_Work task_. Set down a true copy of the data, with all pictures left out.

_Recorded data_.
------------------------

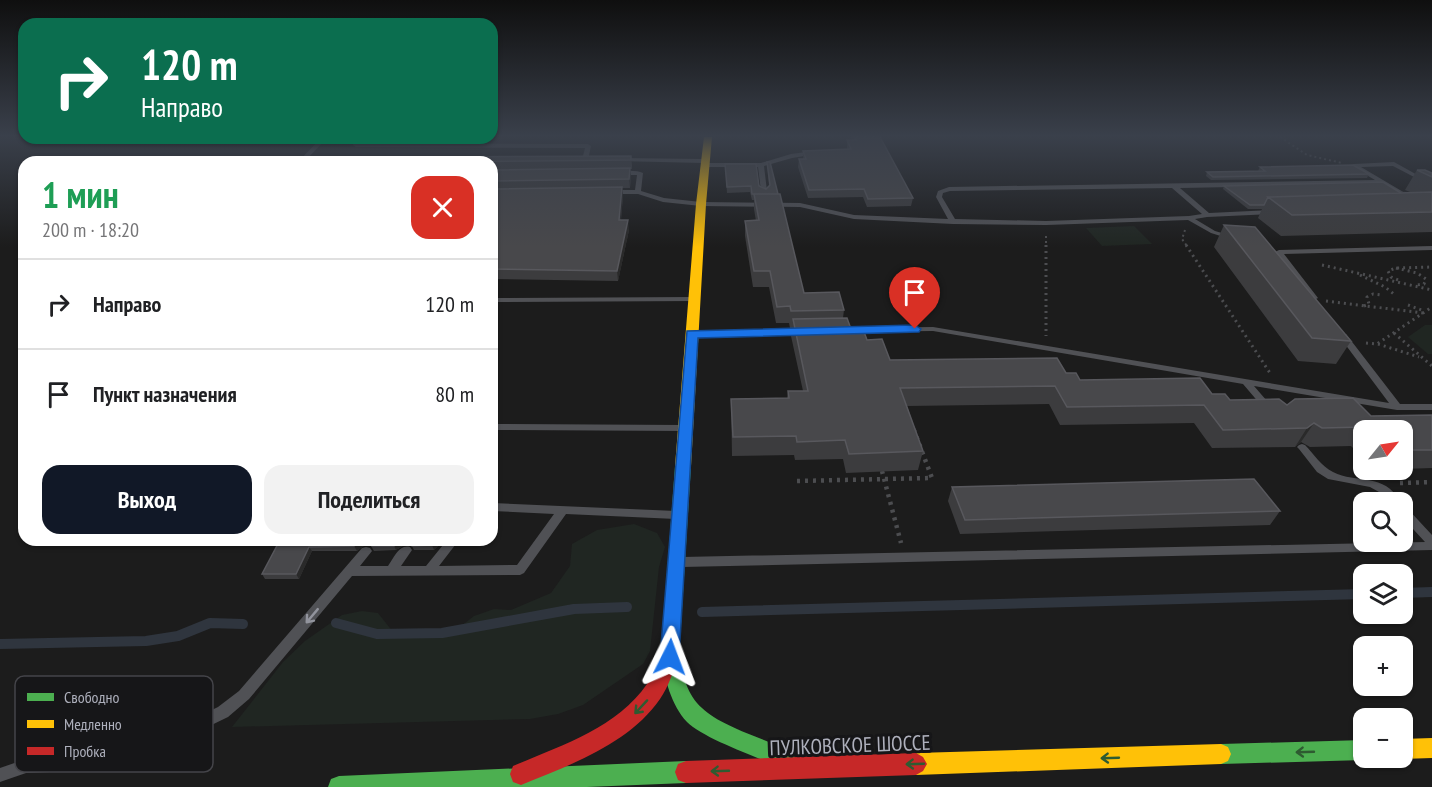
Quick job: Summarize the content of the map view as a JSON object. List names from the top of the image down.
{
  "streets": {
    "main road": ["ПУЛКОВСКОЕ ШОССЕ"]
  },
  "one_way": ["ПУЛКОВСКОЕ ШОССЕ"],
  "legend": ["Свободно", "Медленно", "Пробка"],
  "north": "top right",
  "page": {
    "turn": ["120 m", "Направо"],
    "heading": ["1 мин", "200 m · 18:20"],
    "list": [
      {
        "name": "Направо",
        "value": "120 m"
      },
      {
        "name": "Пункт назначения",
        "value": "80 m"
      }
    ],
    "map_buttons": ["+", "−"],
    "buttons": ["Выход", "Поделиться"]
  }
}
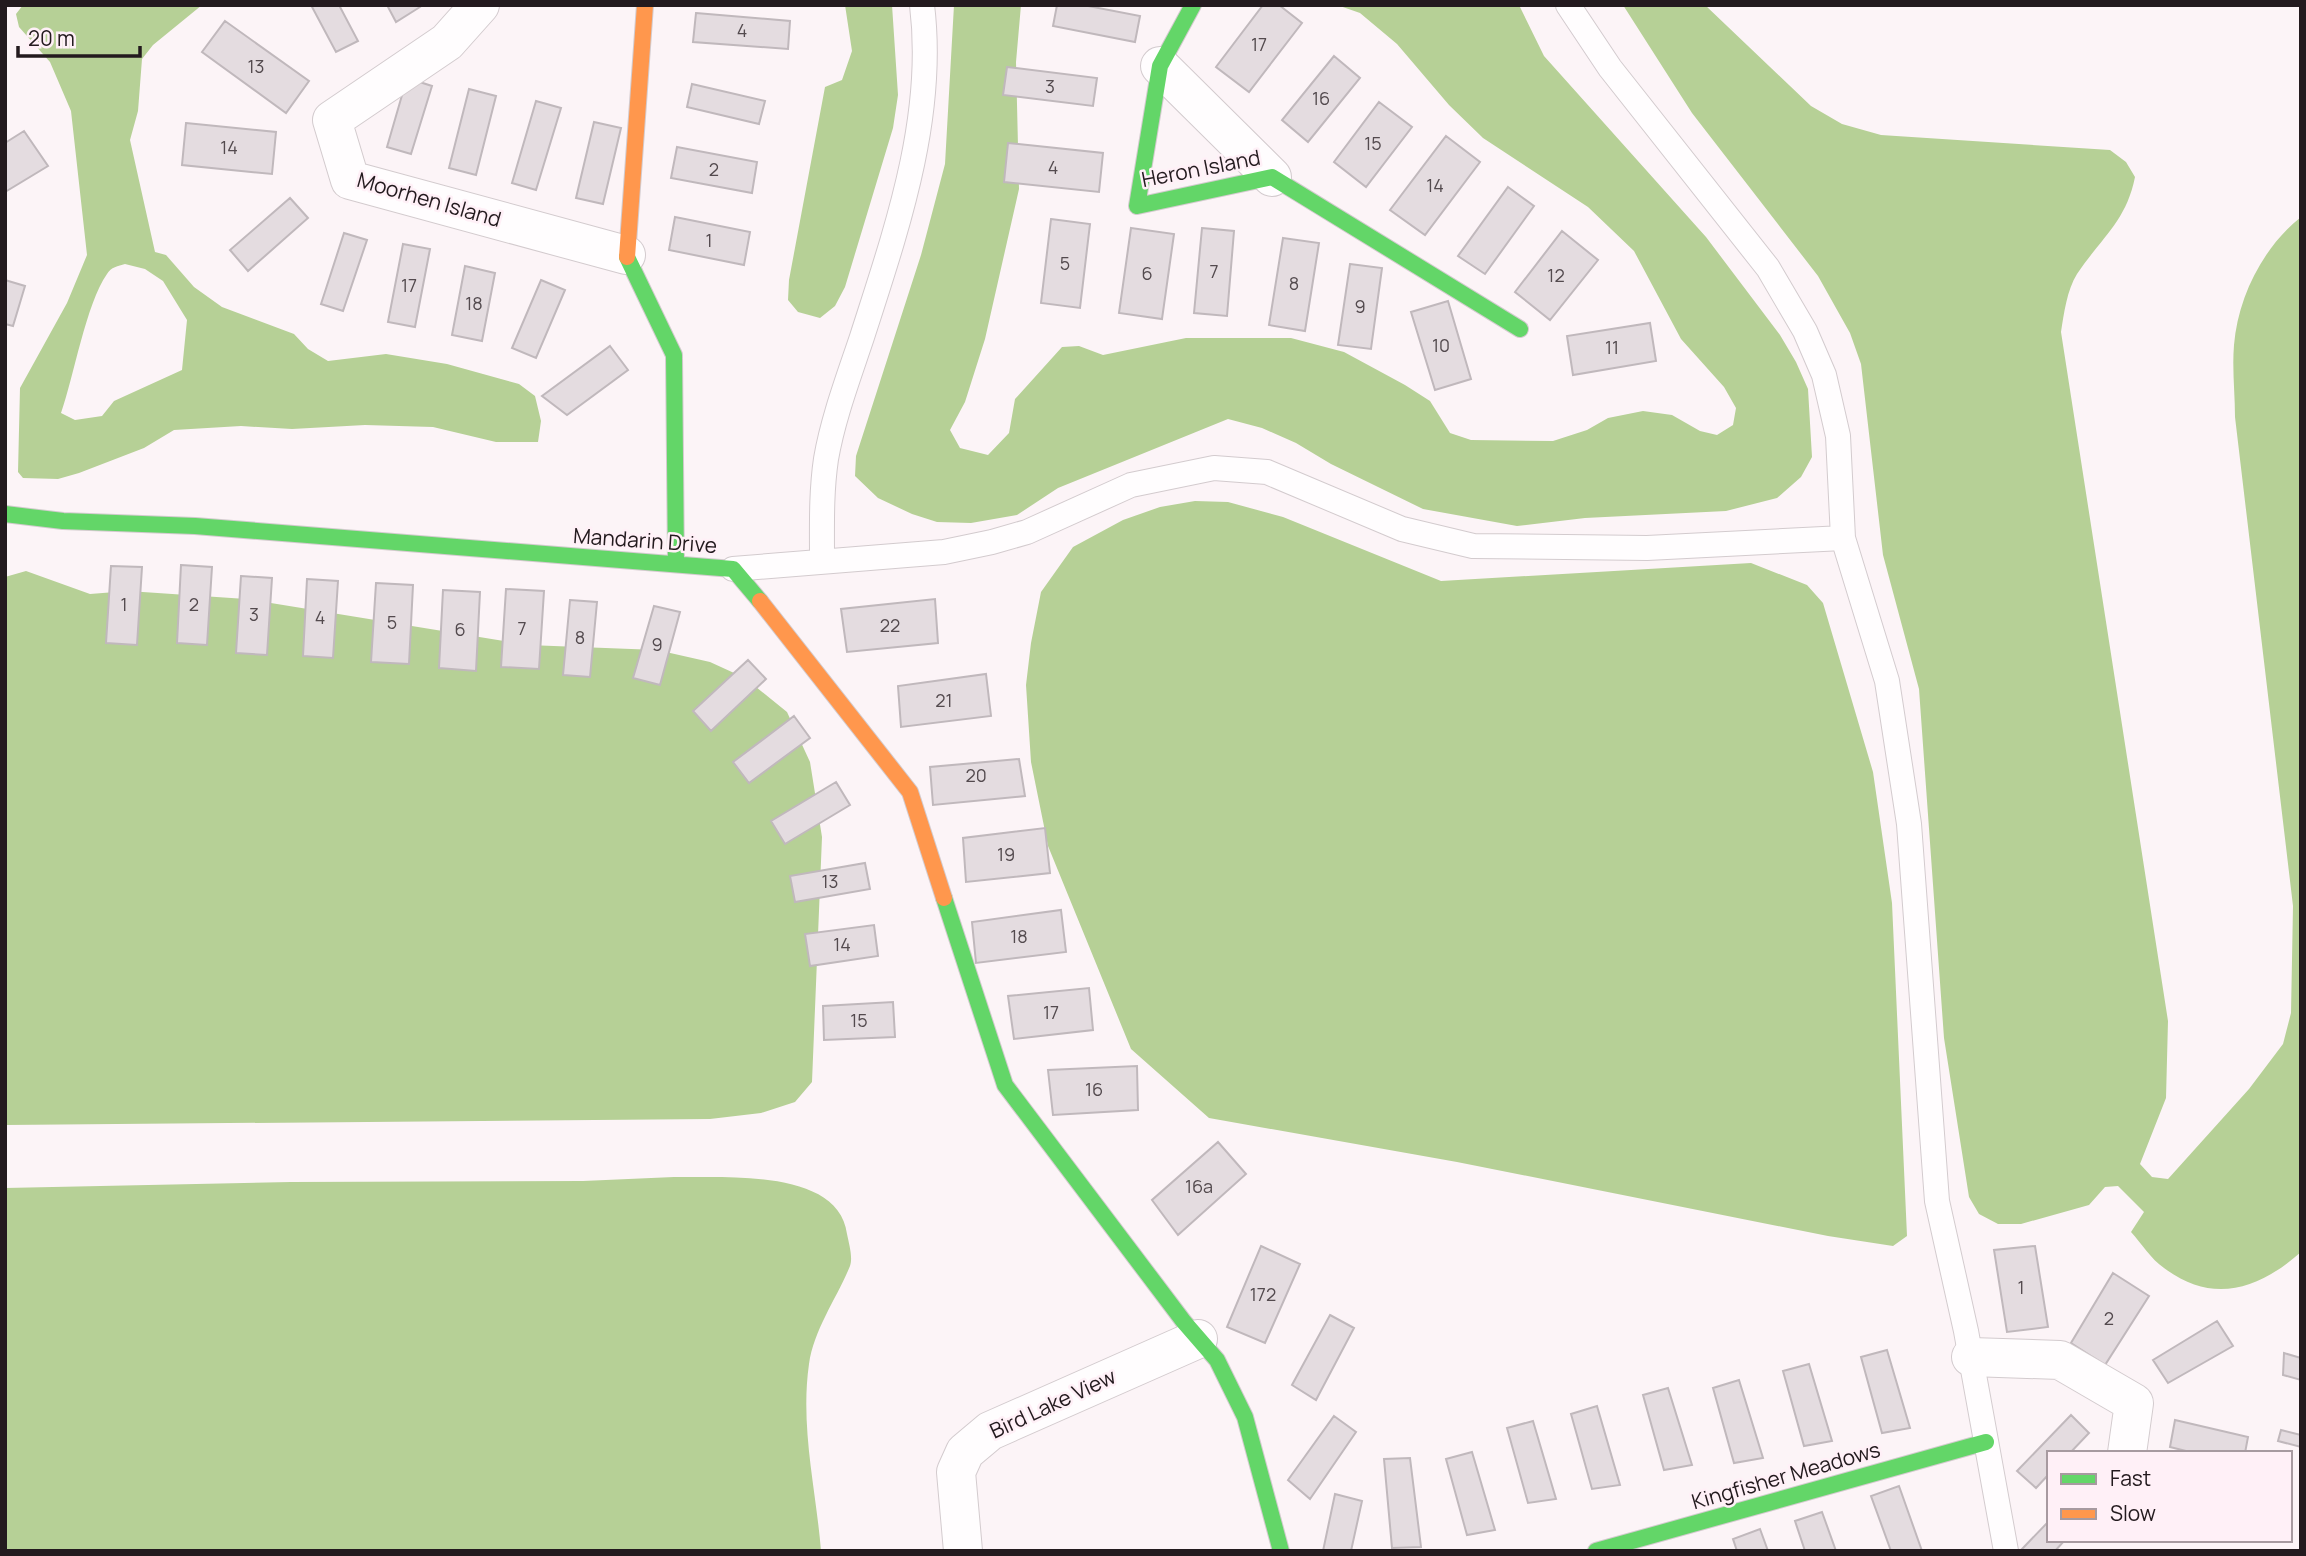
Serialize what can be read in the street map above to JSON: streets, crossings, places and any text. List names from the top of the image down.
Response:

------------------------

_Written answer_.
Quick job: Summarize the content of the map view as a JSON object. List names from the top of the image down.
{
  "streets": {
    "main road": ["ПУЛКОВСКОЕ ШОССЕ"]
  },
  "one_way": ["ПУЛКОВСКОЕ ШОССЕ"],
  "legend": ["Свободно", "Медленно", "Пробка"],
  "north": "top right",
  "page": {
    "turn": ["120 m", "Направо"],
    "heading": ["1 мин", "200 m · 18:20"],
    "list": [
      {
        "name": "Направо",
        "value": "120 m"
      },
      {
        "name": "Пункт назначения",
        "value": "80 m"
      }
    ],
    "map_buttons": ["+", "−"],
    "buttons": ["Выход", "Поделиться"]
  }
}
Serialize what can be read in the street map above to JSON: streets, crossings, places and any text. List names from the top of the image down.
Response:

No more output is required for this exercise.